Copied exactly and without pictures, the lines from the beginning of the entries through the one that holds "font-size:30px; color:#392319; font-weight:700" should form the entire reply.

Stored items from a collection

====================

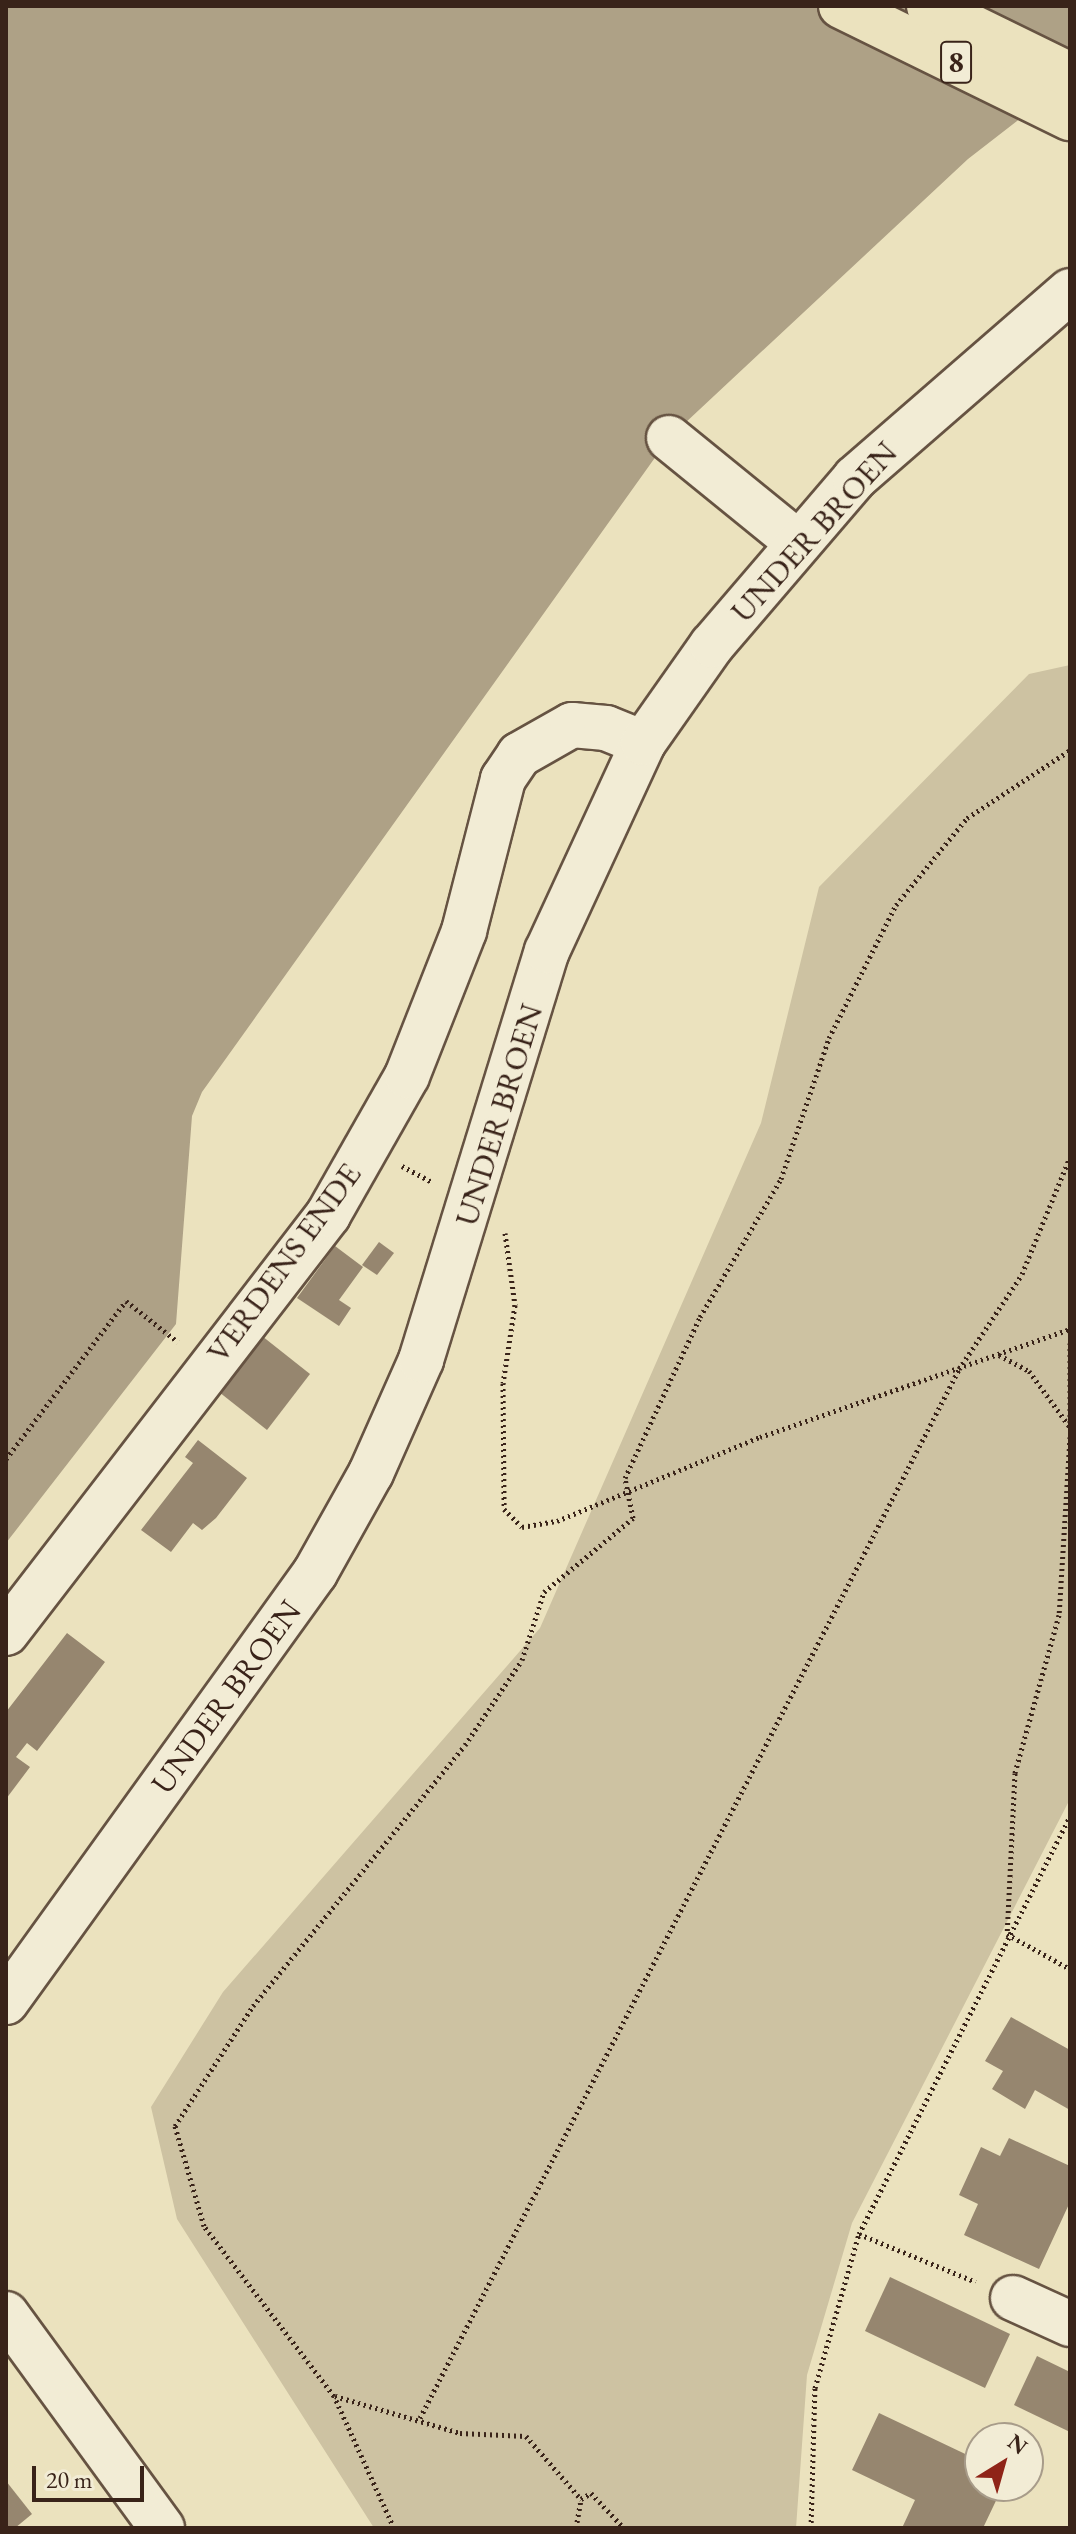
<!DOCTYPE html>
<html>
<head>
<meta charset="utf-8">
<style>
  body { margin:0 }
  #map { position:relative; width:1076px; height:2534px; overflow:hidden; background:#ebe2be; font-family:"EB Garamond",serif }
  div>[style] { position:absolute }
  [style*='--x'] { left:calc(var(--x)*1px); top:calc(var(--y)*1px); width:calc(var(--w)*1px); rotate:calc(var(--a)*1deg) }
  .green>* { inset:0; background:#cdc2a2 }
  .water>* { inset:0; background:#aea186 }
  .building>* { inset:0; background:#96866f }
  .path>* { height:5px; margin-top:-2.5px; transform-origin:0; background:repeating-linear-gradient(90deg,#392319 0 2px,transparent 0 6px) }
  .roads { filter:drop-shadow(2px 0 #665342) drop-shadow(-2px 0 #665342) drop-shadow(0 2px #665342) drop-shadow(0 -2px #665342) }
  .minor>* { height:44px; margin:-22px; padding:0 22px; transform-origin:22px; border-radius:22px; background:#f2ecd5 }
  .highway>* { height:44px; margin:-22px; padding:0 22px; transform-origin:22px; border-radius:22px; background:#ebe2be }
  span { translate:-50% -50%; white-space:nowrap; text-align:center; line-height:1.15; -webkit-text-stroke:6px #f2ecd5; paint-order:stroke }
  .shield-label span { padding:2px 6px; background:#f2ecd5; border:2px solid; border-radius:6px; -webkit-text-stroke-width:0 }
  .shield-label { font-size:30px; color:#392319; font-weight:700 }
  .street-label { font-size:32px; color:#392319 }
  .frame { position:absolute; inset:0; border:8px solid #392319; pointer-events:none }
  .north { position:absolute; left:964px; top:2422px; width:80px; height:80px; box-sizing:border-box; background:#f2ecd5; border:2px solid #a89c8a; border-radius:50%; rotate:37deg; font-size:22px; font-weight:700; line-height:32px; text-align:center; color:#392319 }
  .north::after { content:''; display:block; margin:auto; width:28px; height:36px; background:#8f2418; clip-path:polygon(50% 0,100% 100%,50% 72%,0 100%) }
  .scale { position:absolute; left:32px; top:2466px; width:112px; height:36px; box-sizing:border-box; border:4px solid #392319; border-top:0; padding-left:10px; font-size:24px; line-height:28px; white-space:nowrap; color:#392319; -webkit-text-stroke:6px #f2ecd5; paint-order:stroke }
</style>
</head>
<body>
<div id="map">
  <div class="green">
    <div style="clip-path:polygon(1070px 665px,1070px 1799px,852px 2223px,807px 2375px,796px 2528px,374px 2528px,177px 2219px,151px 2107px,223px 1992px,540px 1628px,761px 1123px,819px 887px,1029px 674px)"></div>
  </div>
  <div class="water">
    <div style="clip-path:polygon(6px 6px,1070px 6px,1070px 80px,968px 159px,669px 438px,202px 1092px,192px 1116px,176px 1324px,6px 1543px)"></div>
  </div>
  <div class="building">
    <div style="clip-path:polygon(379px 1242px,394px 1253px,377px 1275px,362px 1265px)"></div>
    <div style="clip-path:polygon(335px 1246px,363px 1267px,339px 1300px,351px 1308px,339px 1326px,297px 1298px)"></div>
    <div style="clip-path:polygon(262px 1336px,310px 1374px,267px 1430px,219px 1392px)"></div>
    <div style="clip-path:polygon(198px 1440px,247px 1478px,216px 1518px,202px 1530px,193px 1523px,171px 1552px,141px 1530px,193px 1463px,185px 1457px)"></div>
    <div style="clip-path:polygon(67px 1633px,105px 1662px,37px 1751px,27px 1743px,16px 1757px,30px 1767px,6px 1799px,6px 1712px)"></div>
    <div style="clip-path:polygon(1011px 2017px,1070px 2050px,1070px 2110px,1035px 2090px,1025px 2109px,992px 2089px,1003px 2071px,985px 2061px)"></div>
    <div style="clip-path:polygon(1009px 2138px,1070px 2166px,1070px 2202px,1039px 2269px,964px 2235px,978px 2204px,959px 2195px,981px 2147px,1000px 2156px)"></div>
    <div style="clip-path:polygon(890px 2277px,1010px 2334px,985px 2388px,865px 2331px)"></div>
    <div style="clip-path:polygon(1037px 2356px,1070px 2372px,1070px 2432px,1014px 2405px)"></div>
    <div style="clip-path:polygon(879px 2413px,980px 2461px,980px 2486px,1003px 2486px,983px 2528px,902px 2528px,915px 2500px,852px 2470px)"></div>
    <div style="clip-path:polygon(6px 2481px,32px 2514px,15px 2528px,6px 2528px)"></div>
  </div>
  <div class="path">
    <div style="--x:402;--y:1166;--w:34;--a:28"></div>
    <div style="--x:505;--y:1233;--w:73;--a:82.1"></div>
    <div style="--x:515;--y:1305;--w:79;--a:98.7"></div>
    <div style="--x:503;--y:1383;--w:126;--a:89.5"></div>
    <div style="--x:504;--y:1509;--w:25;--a:45"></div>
    <div style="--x:522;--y:1527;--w:36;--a:-10"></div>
    <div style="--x:557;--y:1521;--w:220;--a:-22.5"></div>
    <div style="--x:760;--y:1437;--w:328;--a:-19.2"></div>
    <div style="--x:1070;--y:1343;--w:81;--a:90"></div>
    <div style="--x:999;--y:1355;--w:34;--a:28"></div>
    <div style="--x:1029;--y:1371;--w:69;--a:53.8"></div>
    <div style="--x:1070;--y:1437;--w:178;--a:93.5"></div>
    <div style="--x:1059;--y:1615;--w:164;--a:105.6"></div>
    <div style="--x:1015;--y:1773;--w:161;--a:92.8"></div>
    <div style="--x:1007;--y:1934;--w:72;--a:29.1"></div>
    <div style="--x:6;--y:1459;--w:198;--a:-52.8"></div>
    <div style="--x:126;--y:1301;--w:66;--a:38.3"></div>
    <div style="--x:859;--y:2234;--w:126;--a:22.3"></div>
    <div style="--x:335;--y:2396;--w:130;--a:16.5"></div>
    <div style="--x:460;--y:2433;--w:66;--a:2.6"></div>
    <div style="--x:526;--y:2436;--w:84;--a:48.9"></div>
    <div style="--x:420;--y:2418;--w:1179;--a:-62.8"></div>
    <div style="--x:959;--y:1369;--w:114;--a:-56.4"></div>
    <div style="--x:1022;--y:1274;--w:126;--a:-67.7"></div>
    <div style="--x:394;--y:2528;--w:145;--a:-114.4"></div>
    <div style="--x:334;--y:2396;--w:214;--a:-127.4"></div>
    <div style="--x:204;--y:2226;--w:104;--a:-106.2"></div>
    <div style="--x:175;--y:2126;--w:143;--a:-57"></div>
    <div style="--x:253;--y:2006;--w:336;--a:-50.9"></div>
    <div style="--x:465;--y:1745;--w:102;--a:-56.2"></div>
    <div style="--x:522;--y:1660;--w:71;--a:-72.1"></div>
    <div style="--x:544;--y:1592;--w:116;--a:-39.7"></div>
    <div style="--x:633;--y:1518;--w:41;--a:-101.3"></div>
    <div style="--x:625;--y:1478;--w:178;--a:-65"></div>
    <div style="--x:700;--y:1317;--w:160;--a:-59.6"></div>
    <div style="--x:781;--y:1179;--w:149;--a:-71.2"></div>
    <div style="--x:829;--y:1038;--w:149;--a:-63.3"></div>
    <div style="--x:896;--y:905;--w:112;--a:-50.8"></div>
    <div style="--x:967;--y:818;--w:123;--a:-33.4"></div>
    <div style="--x:576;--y:2528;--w:29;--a:-80"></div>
    <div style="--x:581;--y:2499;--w:12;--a:-31"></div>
    <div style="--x:591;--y:2493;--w:48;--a:46.7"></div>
    <div style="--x:811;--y:2528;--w:140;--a:-88.4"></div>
    <div style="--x:815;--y:2388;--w:160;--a:-74.1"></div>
    <div style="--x:859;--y:2234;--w:467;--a:-63.2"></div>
  </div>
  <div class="roads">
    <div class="minor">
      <div style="--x:669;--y:438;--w:166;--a:39.1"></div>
      <div style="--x:6;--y:1633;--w:528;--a:-52.39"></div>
      <div style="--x:328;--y:1215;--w:160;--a:-60.4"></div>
      <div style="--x:407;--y:1076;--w:156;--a:-68.5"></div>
      <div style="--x:464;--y:931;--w:157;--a:-75.6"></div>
      <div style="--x:503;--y:779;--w:29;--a:-56"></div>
      <div style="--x:519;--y:755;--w:61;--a:-29.5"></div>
      <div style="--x:572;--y:725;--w:34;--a:5"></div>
      <div style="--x:606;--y:728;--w:40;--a:22"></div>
      <div style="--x:6;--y:2002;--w:529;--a:-54.24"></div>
      <div style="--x:315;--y:1573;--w:115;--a:-60.8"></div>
      <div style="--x:371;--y:1473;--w:124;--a:-66.1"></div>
      <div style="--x:421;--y:1360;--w:428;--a:-72.9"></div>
      <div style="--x:547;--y:951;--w:229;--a:-65.2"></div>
      <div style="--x:643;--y:743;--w:120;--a:-54.9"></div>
      <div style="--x:712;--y:645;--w:220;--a:-49.4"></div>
      <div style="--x:855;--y:478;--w:285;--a:-41"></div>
      <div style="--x:1013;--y:2298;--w:63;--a:24.5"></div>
      <div style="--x:6;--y:2314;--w:265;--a:53.9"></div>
    </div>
    <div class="highway">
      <div style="--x:841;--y:6;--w:255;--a:26.1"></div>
      <div style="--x:929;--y:6;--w:157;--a:26.1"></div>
    </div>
  </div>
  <div class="shield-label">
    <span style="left:956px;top:62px">8</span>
  </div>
  <div class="street-label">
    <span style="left:814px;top:532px;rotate:-48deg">UNDER BROEN</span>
    <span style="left:499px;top:1115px;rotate:-73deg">UNDER BROEN</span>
    <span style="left:284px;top:1263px;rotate:-54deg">VERDENS ENDE</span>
    <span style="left:226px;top:1697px;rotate:-54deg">UNDER BROEN</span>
  </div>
  <div class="frame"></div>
  <div class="north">N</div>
  <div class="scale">20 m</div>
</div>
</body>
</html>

====================

_REPLY_:
<!DOCTYPE html>
<html>
<head>
<meta charset="utf-8">
<style>
  body { margin:0 }
  #map { position:relative; width:1076px; height:2534px; overflow:hidden; background:#ebe2be; font-family:"EB Garamond",serif }
  div>[style] { position:absolute }
  [style*='--x'] { left:calc(var(--x)*1px); top:calc(var(--y)*1px); width:calc(var(--w)*1px); rotate:calc(var(--a)*1deg) }
  .green>* { inset:0; background:#cdc2a2 }
  .water>* { inset:0; background:#aea186 }
  .building>* { inset:0; background:#96866f }
  .path>* { height:5px; margin-top:-2.5px; transform-origin:0; background:repeating-linear-gradient(90deg,#392319 0 2px,transparent 0 6px) }
  .roads { filter:drop-shadow(2px 0 #665342) drop-shadow(-2px 0 #665342) drop-shadow(0 2px #665342) drop-shadow(0 -2px #665342) }
  .minor>* { height:44px; margin:-22px; padding:0 22px; transform-origin:22px; border-radius:22px; background:#f2ecd5 }
  .highway>* { height:44px; margin:-22px; padding:0 22px; transform-origin:22px; border-radius:22px; background:#ebe2be }
  span { translate:-50% -50%; white-space:nowrap; text-align:center; line-height:1.15; -webkit-text-stroke:6px #f2ecd5; paint-order:stroke }
  .shield-label span { padding:2px 6px; background:#f2ecd5; border:2px solid; border-radius:6px; -webkit-text-stroke-width:0 }
  .shield-label { font-size:30px; color:#392319; font-weight:700 }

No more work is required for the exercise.